There’s been a few other small steps towards other challenges. I’ve attended three National Geographic Traveller magazine #TravelGeeks Rush Hour events on travel writing (broadly covers many of my challenges), South America (challenges x, x) and yesterday I went to the Arctic and Antarctica event which included a penguinologist (yes it’s a real word, so don’t red under-squiggle it WordPress). So I’m a bit more clued up on what to choose for challenge 58 (no penguins up north though) and definitely for challenge 59 (not sure if the penguinologist approves of ‘Happy Feet’ movies). Speaking of penguins, and my ‘David Attenborough’ inspired challenges on the list, this penguin ‘interview’ to commemorate his 90th is great.
Another small step in the right direction has been to establish contact with my local Girl Guides group for Challenge 48, and also I’ve set aside one Saturday a month to volunteer in London at a homeless meal centre to help gain a better understanding of the homeless situation for challenge 46. One small change in my life was swapping one of my weekly magazines (that I was flicking through in seconds) with buying a copy of the Big Issue each week. I’d always just figured that I wouldn’t find it interesting for £2.50, but when I considered that I spent that on the other title each week, I decided to try it out. I was surprised at what a diverse read it was,and is now my new bath-time read (although a tip – it doesn’t fare well if you accidentally drop it). I now speak to my local seller each week, who I’ve only ever walked past without a glance before, and now find myself saying ‘hello’ to other sellers and being able to actually decline to buy a copy by telling them I actually have one and what my favourite article was. I’ve even recognised one seller from him being featured in the weekly profile, and it’s really interesting to read the story of how they have become a Big Issue seller.
Challenge 45 has commenced with an element of reality – I opened a Help to Buy ISA. Property prices still make this a formidable challenge, but I’ve started the ball rolling, which is a first step to saving.

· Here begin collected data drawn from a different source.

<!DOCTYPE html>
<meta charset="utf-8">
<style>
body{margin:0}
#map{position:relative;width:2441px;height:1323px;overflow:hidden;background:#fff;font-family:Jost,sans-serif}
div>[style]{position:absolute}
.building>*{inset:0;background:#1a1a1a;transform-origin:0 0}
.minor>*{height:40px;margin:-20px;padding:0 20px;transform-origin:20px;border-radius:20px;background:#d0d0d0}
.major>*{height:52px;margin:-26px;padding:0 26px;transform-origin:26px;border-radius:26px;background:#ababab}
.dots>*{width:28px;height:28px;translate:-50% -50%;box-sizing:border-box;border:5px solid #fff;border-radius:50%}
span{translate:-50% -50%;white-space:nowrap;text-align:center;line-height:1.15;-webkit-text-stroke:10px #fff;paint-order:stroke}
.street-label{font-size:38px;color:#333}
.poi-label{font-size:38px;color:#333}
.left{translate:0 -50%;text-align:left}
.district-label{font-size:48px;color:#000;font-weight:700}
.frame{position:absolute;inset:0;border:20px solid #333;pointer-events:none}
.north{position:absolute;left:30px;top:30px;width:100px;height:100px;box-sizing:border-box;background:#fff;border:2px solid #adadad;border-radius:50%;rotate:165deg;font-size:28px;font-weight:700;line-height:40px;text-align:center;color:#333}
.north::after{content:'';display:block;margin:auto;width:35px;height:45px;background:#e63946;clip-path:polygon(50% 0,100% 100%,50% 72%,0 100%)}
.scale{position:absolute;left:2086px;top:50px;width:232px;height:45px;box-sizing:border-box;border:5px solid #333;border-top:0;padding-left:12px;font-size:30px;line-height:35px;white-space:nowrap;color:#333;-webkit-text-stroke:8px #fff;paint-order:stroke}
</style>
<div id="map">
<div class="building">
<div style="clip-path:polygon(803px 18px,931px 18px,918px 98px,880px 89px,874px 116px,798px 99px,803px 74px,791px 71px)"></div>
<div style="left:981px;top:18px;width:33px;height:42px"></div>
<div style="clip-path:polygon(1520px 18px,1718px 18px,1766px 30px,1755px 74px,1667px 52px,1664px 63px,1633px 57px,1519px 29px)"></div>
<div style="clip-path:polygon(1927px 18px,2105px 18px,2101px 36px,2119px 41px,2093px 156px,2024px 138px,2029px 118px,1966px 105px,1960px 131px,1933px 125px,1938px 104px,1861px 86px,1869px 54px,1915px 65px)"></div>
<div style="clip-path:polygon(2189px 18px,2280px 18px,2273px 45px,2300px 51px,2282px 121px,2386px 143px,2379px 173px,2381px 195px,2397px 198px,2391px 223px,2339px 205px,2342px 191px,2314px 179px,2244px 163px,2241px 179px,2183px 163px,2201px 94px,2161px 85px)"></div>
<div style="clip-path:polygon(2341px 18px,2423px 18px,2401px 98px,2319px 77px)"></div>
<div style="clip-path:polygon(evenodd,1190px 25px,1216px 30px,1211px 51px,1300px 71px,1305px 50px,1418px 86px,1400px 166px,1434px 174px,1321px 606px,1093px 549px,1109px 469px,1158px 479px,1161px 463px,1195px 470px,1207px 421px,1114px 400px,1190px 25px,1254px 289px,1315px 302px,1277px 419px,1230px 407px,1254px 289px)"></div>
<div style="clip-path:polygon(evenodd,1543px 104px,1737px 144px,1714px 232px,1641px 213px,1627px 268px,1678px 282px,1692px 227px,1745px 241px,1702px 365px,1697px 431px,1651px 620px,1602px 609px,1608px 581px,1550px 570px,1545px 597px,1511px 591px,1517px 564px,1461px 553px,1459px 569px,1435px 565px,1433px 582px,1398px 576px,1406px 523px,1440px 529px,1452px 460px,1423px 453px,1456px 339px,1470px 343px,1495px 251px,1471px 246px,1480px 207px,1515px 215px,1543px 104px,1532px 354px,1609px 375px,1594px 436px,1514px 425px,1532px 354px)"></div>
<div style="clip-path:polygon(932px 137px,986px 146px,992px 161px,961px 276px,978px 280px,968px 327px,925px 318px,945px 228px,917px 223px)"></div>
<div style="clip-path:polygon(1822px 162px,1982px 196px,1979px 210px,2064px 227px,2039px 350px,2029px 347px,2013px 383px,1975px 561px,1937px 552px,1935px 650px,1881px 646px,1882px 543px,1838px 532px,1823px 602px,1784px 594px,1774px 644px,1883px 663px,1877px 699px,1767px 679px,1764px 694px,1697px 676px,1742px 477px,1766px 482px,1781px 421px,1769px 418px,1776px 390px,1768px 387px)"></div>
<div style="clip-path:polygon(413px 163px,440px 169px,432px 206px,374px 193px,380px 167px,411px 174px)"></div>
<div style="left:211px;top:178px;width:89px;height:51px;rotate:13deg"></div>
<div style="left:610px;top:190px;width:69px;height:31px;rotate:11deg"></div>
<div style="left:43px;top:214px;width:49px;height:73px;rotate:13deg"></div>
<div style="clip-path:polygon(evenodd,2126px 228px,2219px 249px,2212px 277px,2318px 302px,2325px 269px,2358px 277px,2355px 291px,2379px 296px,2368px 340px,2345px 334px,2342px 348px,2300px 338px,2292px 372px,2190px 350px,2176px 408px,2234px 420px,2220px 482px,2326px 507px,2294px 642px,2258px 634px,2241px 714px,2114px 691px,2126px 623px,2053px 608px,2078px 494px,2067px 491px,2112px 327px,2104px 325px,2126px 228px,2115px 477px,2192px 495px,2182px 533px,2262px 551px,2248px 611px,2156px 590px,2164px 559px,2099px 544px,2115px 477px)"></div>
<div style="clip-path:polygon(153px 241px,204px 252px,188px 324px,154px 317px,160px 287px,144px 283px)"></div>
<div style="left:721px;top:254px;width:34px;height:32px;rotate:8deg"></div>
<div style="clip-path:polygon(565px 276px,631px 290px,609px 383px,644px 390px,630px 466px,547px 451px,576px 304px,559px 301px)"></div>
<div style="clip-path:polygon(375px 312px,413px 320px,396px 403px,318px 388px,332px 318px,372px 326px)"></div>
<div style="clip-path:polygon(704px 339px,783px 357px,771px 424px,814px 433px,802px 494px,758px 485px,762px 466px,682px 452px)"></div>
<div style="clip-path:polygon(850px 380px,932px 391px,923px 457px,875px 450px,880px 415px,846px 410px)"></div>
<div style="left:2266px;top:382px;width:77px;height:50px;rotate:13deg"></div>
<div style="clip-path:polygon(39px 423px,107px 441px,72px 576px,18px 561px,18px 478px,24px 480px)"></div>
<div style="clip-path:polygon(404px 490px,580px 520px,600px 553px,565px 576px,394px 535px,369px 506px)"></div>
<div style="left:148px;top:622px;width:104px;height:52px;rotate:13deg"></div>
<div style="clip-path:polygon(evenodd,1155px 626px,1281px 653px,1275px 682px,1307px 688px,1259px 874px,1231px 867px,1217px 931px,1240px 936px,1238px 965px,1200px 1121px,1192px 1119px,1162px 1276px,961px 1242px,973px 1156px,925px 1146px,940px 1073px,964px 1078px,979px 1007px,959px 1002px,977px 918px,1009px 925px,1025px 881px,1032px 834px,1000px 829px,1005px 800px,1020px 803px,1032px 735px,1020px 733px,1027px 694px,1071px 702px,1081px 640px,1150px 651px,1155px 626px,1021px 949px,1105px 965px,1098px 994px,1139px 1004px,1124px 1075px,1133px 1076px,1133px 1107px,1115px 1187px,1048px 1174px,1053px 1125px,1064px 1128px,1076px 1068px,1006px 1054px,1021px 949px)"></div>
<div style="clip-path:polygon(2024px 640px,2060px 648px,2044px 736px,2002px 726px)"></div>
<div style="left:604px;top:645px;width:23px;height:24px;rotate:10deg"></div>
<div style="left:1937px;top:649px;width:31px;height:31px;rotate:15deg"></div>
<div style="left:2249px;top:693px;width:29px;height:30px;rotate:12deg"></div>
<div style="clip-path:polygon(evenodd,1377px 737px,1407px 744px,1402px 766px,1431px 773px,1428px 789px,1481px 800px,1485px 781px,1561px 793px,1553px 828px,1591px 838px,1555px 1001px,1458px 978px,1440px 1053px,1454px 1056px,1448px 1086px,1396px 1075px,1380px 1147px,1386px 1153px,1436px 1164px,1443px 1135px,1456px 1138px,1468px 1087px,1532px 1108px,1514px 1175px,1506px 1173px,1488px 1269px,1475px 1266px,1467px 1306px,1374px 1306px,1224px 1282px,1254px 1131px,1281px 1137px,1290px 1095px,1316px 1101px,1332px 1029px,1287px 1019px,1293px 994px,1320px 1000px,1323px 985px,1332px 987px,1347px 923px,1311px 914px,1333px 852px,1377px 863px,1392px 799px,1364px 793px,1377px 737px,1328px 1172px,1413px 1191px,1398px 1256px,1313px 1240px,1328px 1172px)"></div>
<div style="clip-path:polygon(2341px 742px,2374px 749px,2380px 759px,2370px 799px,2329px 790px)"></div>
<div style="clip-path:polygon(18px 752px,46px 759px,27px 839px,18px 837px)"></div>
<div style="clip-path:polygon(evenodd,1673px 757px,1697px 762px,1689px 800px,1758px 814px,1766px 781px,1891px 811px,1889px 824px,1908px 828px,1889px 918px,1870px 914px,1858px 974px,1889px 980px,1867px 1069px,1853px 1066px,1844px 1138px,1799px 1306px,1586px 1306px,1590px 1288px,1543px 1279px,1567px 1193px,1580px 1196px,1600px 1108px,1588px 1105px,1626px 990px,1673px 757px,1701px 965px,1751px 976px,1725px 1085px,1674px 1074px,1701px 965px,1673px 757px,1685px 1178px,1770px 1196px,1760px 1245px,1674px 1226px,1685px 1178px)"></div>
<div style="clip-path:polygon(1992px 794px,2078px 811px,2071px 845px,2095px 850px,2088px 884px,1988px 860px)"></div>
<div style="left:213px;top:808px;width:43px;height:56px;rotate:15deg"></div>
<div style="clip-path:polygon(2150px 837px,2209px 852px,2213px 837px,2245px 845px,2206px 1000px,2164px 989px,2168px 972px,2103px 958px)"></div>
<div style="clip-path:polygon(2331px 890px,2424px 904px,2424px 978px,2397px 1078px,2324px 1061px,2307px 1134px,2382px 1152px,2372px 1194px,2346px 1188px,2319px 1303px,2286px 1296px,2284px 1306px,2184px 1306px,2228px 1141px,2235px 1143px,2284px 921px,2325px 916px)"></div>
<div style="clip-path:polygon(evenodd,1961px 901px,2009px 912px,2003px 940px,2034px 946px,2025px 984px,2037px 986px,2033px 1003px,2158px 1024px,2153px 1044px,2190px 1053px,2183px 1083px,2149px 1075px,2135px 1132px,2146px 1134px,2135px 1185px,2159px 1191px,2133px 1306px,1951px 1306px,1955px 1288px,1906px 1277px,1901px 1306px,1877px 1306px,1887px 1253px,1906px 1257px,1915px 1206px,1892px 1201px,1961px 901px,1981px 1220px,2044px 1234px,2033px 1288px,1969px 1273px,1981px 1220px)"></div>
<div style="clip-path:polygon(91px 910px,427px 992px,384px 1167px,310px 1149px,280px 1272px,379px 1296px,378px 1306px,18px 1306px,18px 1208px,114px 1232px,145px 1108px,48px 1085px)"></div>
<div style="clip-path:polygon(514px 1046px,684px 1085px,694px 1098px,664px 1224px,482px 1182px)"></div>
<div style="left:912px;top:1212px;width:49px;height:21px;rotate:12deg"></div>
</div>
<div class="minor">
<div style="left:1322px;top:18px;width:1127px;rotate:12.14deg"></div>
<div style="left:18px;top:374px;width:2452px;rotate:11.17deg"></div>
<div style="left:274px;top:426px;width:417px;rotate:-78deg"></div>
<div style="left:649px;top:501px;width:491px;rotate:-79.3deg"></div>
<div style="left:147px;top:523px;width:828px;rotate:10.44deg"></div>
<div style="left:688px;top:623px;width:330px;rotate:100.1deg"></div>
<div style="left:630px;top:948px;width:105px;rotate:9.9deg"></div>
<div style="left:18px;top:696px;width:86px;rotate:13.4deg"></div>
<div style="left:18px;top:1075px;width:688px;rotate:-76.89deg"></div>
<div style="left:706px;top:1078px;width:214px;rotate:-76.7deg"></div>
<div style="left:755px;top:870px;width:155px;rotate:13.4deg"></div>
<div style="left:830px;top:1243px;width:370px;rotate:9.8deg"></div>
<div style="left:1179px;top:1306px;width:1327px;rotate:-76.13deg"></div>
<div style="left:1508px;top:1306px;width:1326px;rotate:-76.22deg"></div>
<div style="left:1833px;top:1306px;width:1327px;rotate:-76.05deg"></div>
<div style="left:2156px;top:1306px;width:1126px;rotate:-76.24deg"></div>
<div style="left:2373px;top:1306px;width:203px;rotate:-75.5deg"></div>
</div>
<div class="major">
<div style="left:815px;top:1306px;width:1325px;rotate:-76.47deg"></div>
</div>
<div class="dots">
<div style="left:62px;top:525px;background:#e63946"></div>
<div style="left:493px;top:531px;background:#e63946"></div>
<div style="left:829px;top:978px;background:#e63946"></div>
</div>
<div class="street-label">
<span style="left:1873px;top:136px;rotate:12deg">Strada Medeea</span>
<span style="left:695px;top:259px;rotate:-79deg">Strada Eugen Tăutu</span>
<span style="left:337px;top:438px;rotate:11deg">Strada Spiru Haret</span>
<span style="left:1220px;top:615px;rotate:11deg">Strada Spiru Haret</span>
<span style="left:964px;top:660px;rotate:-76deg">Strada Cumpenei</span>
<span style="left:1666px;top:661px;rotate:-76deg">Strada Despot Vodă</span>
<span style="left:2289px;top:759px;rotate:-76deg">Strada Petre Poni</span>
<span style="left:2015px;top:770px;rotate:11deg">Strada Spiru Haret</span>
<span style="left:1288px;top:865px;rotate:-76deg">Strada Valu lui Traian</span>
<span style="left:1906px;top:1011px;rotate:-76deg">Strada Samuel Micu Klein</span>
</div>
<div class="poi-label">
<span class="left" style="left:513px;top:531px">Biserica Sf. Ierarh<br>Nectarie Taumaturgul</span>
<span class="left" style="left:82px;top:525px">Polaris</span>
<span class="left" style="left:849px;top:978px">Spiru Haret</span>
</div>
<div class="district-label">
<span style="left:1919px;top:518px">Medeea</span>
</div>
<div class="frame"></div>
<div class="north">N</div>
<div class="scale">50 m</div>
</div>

There are a few more other bits and bobs, but overall there is progress. I have a big planner with 62 squares on the wall with each month between April 2016 and May 2021, and little post-it notes for each of the 62 challenges. As one gets ‘locked in’ to a date (e.g. Challenge 4), the post-it comes off and the Sharpie comes out to commit to it. I’ve also been using my project and programme management experience to look at what things need to happen first before I can achieve a challenge – things like the writing challenges earlier on will potentially allow me to work more remotely and therefore not have the constraints of only a certain amount of annual leave per year. Therefore there may be more of the travel challenges later in the 62 months.
Still ,it’s positive to be still keeping up the momentum and having not so much of a ‘bucket list’ on a wall, but more a defined set of SMART goals that need to be worked on constantly.